> _YOUR OBJECTIVE_
Repeat exactly the lines below that lie between the line with "M154,287L153,290L212,299L337,327L393,333L607,386" and the line with "M0,1094L81,935L88,906L86,863L89,840", counting both of those lines as part of the answer.

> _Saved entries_
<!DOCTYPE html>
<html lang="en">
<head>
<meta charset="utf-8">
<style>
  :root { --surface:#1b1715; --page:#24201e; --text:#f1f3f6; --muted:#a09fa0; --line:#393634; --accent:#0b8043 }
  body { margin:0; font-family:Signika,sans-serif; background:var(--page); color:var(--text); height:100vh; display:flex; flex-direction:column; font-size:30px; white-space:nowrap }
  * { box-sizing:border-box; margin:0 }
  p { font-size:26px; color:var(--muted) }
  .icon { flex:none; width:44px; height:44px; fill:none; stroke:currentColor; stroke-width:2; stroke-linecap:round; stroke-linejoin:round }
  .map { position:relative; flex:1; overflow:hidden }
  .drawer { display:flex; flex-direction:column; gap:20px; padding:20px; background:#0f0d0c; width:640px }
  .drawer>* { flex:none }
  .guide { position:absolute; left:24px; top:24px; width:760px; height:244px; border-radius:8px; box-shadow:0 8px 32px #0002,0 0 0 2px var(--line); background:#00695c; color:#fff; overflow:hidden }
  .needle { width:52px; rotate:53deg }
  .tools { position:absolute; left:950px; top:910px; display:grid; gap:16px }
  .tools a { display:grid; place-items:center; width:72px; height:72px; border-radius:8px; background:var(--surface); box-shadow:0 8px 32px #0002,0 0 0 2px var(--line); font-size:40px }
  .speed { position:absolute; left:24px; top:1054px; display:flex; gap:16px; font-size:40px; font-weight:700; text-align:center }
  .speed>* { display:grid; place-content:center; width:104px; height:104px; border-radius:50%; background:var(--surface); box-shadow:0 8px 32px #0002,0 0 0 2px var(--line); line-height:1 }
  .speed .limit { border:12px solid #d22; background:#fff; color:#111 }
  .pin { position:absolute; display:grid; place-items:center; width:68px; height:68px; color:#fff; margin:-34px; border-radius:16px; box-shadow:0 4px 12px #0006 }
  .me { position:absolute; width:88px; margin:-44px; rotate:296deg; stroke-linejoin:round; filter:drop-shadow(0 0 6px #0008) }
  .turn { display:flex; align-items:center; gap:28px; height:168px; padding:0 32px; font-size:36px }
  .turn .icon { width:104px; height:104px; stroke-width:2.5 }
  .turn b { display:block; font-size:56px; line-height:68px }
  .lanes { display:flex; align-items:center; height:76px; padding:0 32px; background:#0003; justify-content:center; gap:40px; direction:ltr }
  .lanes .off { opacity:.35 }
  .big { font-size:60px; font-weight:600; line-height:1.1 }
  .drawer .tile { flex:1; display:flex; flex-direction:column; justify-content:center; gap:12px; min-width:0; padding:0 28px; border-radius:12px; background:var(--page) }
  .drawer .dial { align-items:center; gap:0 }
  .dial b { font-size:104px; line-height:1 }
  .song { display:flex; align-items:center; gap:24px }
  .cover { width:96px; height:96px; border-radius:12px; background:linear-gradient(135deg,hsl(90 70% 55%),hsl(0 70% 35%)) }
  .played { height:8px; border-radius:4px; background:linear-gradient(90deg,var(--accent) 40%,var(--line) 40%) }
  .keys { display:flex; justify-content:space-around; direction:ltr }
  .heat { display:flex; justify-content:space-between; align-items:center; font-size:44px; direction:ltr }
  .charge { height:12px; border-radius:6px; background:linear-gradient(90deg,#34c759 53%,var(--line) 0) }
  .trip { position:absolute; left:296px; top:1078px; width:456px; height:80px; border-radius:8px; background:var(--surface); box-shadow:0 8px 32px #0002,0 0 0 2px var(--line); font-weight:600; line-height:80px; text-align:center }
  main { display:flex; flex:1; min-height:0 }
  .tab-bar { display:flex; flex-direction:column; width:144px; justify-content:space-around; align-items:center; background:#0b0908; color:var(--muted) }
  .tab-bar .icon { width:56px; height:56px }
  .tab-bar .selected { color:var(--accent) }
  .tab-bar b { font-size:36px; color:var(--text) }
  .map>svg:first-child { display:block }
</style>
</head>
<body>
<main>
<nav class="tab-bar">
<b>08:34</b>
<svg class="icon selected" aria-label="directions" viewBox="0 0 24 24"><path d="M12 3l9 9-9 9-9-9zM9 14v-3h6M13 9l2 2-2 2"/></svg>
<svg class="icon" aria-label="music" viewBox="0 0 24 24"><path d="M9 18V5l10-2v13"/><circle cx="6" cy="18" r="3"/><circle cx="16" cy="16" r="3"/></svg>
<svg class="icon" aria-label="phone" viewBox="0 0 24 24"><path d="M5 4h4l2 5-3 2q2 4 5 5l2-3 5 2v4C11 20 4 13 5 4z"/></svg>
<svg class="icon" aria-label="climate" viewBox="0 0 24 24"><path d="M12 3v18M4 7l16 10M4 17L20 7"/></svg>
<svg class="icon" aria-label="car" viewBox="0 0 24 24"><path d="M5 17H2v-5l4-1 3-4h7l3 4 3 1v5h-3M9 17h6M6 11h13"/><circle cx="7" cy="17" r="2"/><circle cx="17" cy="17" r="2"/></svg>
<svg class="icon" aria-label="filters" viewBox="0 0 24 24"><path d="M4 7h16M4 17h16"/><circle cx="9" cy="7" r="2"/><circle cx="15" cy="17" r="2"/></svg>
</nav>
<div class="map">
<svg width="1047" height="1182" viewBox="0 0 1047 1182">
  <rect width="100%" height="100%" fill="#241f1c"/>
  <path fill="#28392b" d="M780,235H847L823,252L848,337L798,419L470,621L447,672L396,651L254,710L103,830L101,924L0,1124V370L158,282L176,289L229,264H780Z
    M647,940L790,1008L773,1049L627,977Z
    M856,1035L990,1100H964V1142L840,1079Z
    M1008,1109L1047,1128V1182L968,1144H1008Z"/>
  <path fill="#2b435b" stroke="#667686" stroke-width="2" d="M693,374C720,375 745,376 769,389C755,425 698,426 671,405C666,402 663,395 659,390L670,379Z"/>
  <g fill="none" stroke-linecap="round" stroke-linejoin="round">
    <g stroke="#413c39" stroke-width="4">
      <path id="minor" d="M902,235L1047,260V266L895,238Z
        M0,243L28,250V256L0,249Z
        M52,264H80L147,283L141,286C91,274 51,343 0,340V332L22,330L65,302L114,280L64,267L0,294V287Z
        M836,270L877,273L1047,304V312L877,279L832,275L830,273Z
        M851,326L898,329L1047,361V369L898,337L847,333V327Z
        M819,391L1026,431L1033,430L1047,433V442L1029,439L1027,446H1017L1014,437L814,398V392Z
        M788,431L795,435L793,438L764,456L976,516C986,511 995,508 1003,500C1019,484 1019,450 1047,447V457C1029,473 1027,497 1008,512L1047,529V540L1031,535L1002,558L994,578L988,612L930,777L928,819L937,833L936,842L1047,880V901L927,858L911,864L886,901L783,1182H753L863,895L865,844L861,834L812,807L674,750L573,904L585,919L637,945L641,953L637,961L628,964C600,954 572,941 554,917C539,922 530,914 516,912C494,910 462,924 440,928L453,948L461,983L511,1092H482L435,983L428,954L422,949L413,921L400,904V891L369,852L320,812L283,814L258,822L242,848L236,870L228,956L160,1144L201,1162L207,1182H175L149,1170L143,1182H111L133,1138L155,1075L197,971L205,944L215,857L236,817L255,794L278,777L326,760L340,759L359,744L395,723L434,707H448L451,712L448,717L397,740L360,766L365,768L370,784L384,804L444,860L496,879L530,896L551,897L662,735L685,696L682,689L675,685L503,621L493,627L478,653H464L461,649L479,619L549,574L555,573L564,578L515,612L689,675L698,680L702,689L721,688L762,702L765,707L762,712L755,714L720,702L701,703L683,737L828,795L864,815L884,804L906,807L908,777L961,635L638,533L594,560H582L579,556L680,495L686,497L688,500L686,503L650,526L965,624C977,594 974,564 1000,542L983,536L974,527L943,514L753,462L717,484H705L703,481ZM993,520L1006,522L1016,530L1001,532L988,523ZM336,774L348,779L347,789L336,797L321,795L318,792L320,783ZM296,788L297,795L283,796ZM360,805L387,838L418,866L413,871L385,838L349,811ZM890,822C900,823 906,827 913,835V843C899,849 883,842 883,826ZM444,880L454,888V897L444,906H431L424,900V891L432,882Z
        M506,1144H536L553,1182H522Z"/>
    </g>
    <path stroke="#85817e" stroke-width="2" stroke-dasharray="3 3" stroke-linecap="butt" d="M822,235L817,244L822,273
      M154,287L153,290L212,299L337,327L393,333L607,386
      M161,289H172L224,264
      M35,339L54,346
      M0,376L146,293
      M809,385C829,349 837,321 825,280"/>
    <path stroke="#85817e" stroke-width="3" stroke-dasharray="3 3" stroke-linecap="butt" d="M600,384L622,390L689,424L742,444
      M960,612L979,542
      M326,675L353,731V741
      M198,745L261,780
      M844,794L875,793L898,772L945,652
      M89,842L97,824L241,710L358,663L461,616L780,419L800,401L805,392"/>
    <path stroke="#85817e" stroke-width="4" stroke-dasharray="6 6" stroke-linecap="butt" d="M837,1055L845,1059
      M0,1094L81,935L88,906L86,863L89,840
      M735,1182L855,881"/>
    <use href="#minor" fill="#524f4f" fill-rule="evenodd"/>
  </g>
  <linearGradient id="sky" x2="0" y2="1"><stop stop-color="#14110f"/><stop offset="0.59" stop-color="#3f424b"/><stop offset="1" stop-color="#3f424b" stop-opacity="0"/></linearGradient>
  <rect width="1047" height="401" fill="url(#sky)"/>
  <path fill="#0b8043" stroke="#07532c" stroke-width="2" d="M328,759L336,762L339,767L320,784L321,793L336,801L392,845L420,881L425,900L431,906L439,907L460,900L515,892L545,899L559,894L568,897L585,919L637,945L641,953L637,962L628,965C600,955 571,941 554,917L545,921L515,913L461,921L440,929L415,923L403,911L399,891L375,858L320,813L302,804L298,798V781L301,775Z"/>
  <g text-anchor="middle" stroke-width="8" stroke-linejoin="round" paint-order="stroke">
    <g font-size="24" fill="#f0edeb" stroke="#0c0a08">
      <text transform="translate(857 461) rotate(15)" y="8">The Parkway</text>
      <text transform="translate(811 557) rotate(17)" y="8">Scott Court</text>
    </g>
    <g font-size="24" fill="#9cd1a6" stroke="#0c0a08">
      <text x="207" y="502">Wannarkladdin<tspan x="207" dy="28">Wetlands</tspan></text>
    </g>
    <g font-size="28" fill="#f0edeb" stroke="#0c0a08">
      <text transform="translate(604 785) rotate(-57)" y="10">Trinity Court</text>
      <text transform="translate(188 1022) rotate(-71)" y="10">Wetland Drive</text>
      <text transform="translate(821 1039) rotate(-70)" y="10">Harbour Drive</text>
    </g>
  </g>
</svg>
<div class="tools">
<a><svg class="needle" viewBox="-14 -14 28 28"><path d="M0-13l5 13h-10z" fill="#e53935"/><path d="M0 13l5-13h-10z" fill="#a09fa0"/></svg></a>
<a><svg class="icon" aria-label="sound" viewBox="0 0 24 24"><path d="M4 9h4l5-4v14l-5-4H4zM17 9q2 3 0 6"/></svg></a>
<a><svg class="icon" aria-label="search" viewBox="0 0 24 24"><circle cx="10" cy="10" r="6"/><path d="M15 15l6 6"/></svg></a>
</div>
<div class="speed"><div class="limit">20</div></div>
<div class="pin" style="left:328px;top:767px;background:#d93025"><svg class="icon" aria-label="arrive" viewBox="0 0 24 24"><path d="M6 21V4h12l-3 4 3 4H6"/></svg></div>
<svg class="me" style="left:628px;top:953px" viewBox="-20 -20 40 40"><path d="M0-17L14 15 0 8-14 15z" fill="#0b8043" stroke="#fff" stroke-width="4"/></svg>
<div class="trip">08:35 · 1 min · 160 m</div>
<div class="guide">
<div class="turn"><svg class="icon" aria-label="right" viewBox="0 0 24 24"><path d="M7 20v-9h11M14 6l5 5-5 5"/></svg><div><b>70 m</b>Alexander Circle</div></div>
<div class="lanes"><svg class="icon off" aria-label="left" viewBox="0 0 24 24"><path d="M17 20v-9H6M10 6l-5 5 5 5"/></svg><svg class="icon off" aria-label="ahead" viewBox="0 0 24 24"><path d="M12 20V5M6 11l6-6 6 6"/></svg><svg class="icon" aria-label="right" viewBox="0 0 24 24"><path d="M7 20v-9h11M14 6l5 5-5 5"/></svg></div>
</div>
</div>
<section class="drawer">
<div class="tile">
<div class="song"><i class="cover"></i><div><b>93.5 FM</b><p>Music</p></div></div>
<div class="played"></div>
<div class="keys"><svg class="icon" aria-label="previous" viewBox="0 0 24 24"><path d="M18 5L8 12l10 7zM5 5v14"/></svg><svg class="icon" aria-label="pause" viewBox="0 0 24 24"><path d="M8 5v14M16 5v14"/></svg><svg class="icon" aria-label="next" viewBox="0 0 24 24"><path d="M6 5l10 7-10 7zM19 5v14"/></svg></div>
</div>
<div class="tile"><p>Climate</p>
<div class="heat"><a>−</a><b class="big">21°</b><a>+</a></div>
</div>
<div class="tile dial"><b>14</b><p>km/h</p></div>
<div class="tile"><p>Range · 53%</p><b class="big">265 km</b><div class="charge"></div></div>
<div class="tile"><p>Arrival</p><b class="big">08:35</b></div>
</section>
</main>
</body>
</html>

> _SOLUTION BELOW_
      M154,287L153,290L212,299L337,327L393,333L607,386
      M161,289H172L224,264
      M35,339L54,346
      M0,376L146,293
      M809,385C829,349 837,321 825,280"/>
    <path stroke="#85817e" stroke-width="3" stroke-dasharray="3 3" stroke-linecap="butt" d="M600,384L622,390L689,424L742,444
      M960,612L979,542
      M326,675L353,731V741
      M198,745L261,780
      M844,794L875,793L898,772L945,652
      M89,842L97,824L241,710L358,663L461,616L780,419L800,401L805,392"/>
    <path stroke="#85817e" stroke-width="4" stroke-dasharray="6 6" stroke-linecap="butt" d="M837,1055L845,1059
      M0,1094L81,935L88,906L86,863L89,840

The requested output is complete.